The role of MMP-2 in AMD is somewhat controversial. Both resveratrol and ω-3 fatty acids can independently suppress MMP-2 protein activity and RNA expression in patients with multiple myeloma [54]. However, other studies did not show any inhibition of MMP-2 [57,59]. In the current study, which examined resveratrol, ω-3 fatty acids, and other micronutrients in combination, MMP-2 levels were not significantly different between study groups. Therefore, even though MMP-9 can regulate VEGF bioactivity towards pathological angiogenesis, the regulatory effects of MMP-2 are different [60,61].

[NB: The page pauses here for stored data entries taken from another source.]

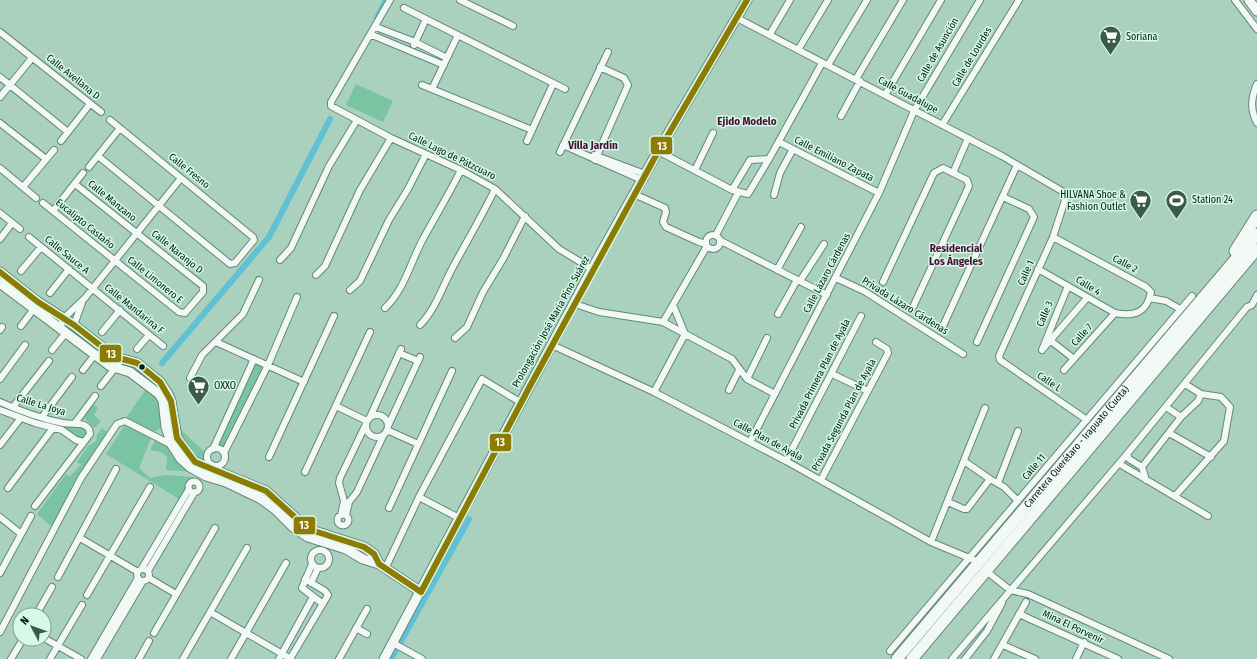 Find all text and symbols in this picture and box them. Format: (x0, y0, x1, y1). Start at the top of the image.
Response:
street label: Calle de Asunción (915, 16, 961, 84)
supermarket icon: Soriana (1097, 24, 1123, 57)
street label: Calle de Lourdes (949, 25, 995, 89)
place label: Soriana (1126, 31, 1157, 43)
street label: Calle Avellana D (44, 52, 102, 102)
street label: Calle Guadalupe (876, 74, 940, 116)
district label: Ejido Modelo (717, 115, 777, 128)
street label: Calle Lago de Pátzcuaro (406, 130, 498, 182)
street label: Calle Emiliano Zapata (792, 134, 876, 184)
line badge: 13 (650, 136, 673, 155)
district label: Villa Jardín (567, 139, 618, 152)
text: 13 (657, 140, 667, 153)
street label: Calle Fresno (166, 151, 212, 191)
street label: Calle Manzano (85, 178, 139, 224)
sports icon: Station 24 (1164, 187, 1190, 220)
supermarket icon: HILVANA Shoe & Fashion Outlet (1128, 188, 1154, 221)
place label: HILVANA Shoe & Fashion Outlet (1060, 189, 1127, 213)
place label: Station 24 (1192, 194, 1233, 206)
street label: Eucalipto Castaño (53, 196, 117, 252)
street label: Calle Naranjo D (149, 228, 205, 276)
street label: Calle Lázaro Cárdenas (801, 231, 853, 315)
street label: Calle Sauce A (42, 233, 92, 277)
district label: Residencial Los Ángeles (929, 242, 983, 268)
street label: Calle 2 (1110, 252, 1140, 276)
street label: Calle Limonero E (125, 254, 185, 306)
street label: Prolongación José María Pino Suárez (509, 254, 592, 390)
street label: Calle 1 (1015, 259, 1037, 287)
street label: Calle 4 (1073, 274, 1103, 298)
street label: Privada Lázaro Cárdenas (860, 275, 950, 337)
street label: Calle Mandarina F (102, 281, 167, 337)
street label: Calle 3 (1034, 299, 1056, 329)
street label: Privada Primera Plan de Ayala (787, 317, 853, 431)
street label: Calle 7 (1069, 321, 1095, 349)
line badge: 13 (99, 344, 122, 363)
text: 13 (106, 348, 116, 361)
street label: Privada Segunda Plan de Ayala (809, 357, 879, 473)
unlabelled marker (137, 362, 147, 372)
street label: Calle L (1035, 370, 1064, 395)
supermarket icon: OXXO (185, 373, 211, 406)
place label: OXXO (214, 380, 236, 392)
street label: Carretera Querétaro - Irapuato (Cuota) (1022, 383, 1132, 510)
street label: Calle La Joya (15, 392, 67, 418)
street label: Calle Plan de Ayala (731, 417, 805, 463)
line badge: 13 (489, 433, 512, 452)
text: 13 (495, 436, 505, 449)
street label: Calle 11 (1020, 452, 1048, 482)
line badge: 13 (293, 516, 316, 535)
text: 13 (299, 519, 309, 532)
north arrow (12, 607, 52, 647)
street label: Mina El Porvenir (1041, 608, 1106, 647)
text: N (18, 614, 32, 628)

Inflammation is believed to play an important role in the development of AMD [59,60]. Therefore, we investigated the effect of our nutritional supplement on inflammasome-related proteins. The NLRP3 protein may be involved in CNV development because it is expressed in response to tissue injury, directly protecting the eye against AMD [62]. However, NLRP3 expression has been associated with both geographic atrophy and neovascular AMD because it was detected in drusen and near the BM [63]. Additionally, laser-induced CNV lesions were recently observed to be bigger in NLRP3−/− mice than in wild type animals [63]. Taken together, these studies suggest that the NLRP3 inflammasome has distinct roles in both wet and advanced dry AMD and that it may influence which form of the disease develops. In our study, a decrease in CNV leakage (as observed on FA) occurred without a corresponding decrease in NLRP3 expression. Therefore, this pathway may be more related to CNV in AMD subtypes with a low degree of chronic RPE inflammation [62,63]. Therefore, our model of CNV represents acute laser rupture of the BM, a condition that is likely less influenced by inflammatory processes than AMD in humans.

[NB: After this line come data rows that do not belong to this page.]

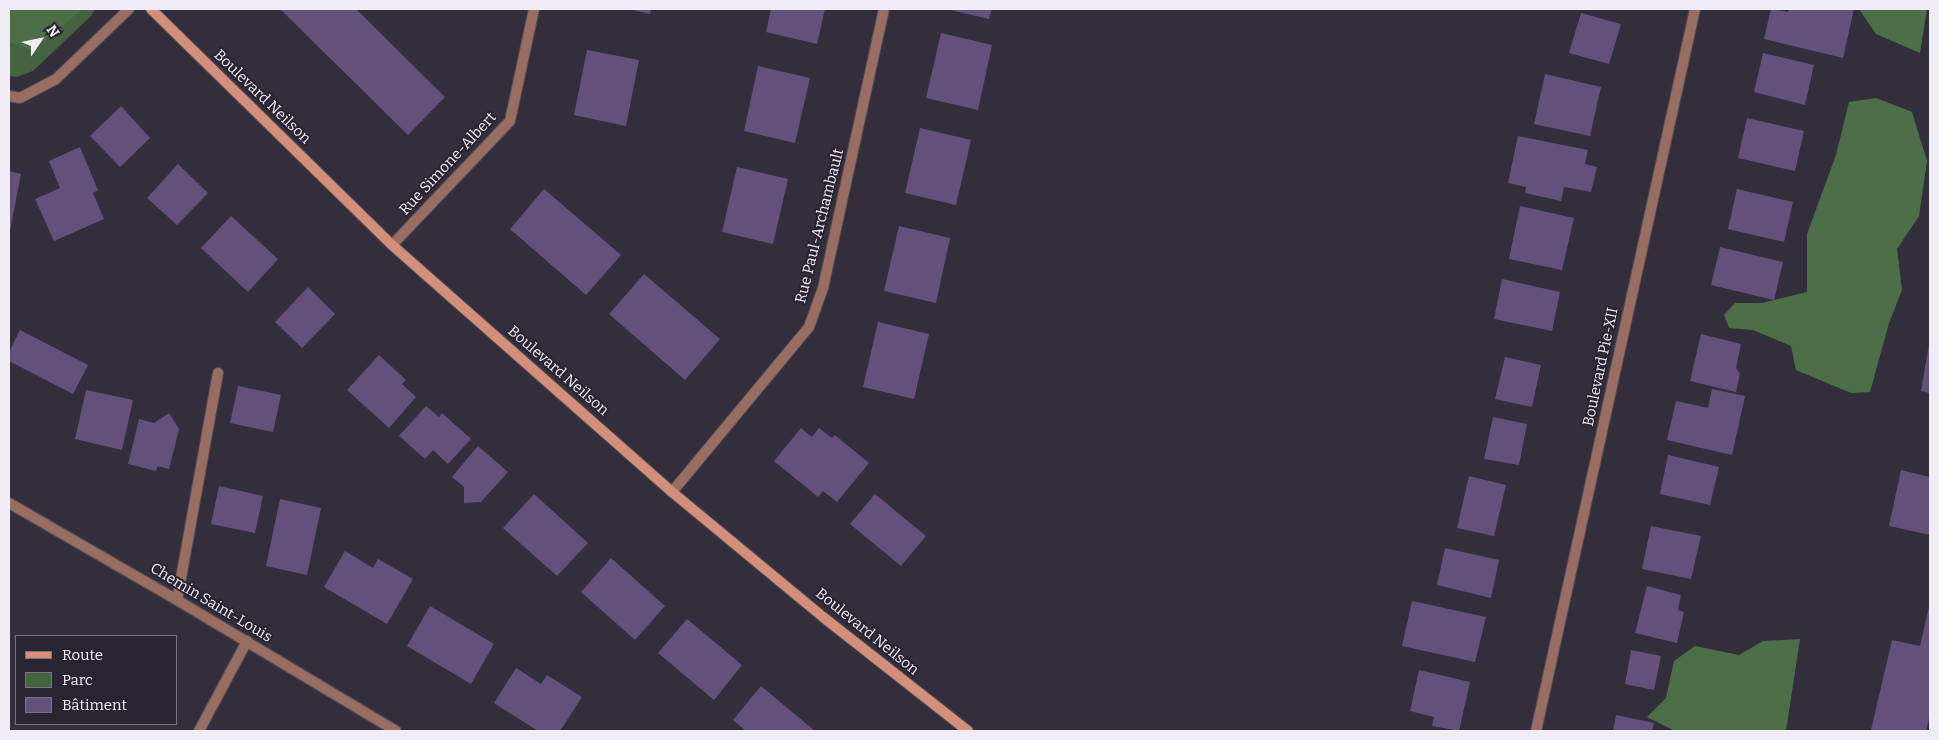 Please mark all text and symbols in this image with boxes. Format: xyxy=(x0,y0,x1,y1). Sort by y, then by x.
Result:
north arrow xyxy=(15,15,65,65)
text: N xyxy=(43,22,63,41)
street label: Boulevard Neilson xyxy=(210,46,314,148)
street label: Rue Simone-Albert xyxy=(396,109,500,219)
street label: Rue Paul-Archambault xyxy=(792,147,848,305)
street label: Boulevard Pie-XII xyxy=(1580,306,1622,428)
street label: Boulevard Neilson xyxy=(504,322,612,420)
street label: Chemin Saint-Louis xyxy=(147,560,275,646)
street label: Boulevard Neilson xyxy=(812,585,922,679)
legend xyxy=(15,635,178,725)
text: Route xyxy=(62,646,103,664)
text: Parc xyxy=(62,671,93,689)
text: Bâtiment xyxy=(62,696,127,714)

Our study had several limitations. Given the differences between human and mouse retinas, our results cannot be easily transferred to the clinical situation. Rodents with CNV may have higher reactions to substances than humans with CNV. Neovascular AMD and experimental CNV may be related, but we cannot say how strong this relationship is. The early physiological development of CNV lesions in our mouse model may have been reduced or slowed as a result of natural, intrinsic, antiangiogenic growth factor release. It should also be noted that we induced CNV by producing iatrogenic lesions with a laser in young, healthy mice with a healthy RPE. Our study was also limited by the number of study groups and time points chosen. Examining ω-3 fatty acids and resveratrol separately would have been helpful, as would have examining interim time points before 28 days. However, because we did observe statistically significant differences at 28 days, it is logical to assume that similar differences would have been present between 14 and 21 days, when pathological angiogenesis may have been even more active. If we had not found these differences at 28 days, it would have made sense to examine earlier time points to see if the relevant time interval had been missed.

5. Conclusions

In summary, administration of a nutritional supplement, either alone or in combination with an anti-VEGF antibody, appeared to decrease early CNV progression in mice. Reductions in CNV lesion size and fluorescein leakage were associated with VEGF and MMP-9 level reductions. These findings indicate that VEGF affects CNV by a similar mechanism as several micronutrients (e.g., resveratrol and ω-3 fatty acids) that have beneficial effects on CNV. Additionally, the nutritional supplement, alone or in combination with anti-VEGF therapy, may help mitigate CNV development in mice with laser-induced lesions. Therefore, these nutrients may be useful in preventing retinal disease related to VEGF overexpression and CNV. Our results support the need for further longitudinal research in humans to validate the efficacy of nutritional supplements in patients at risk for developing wet AMD.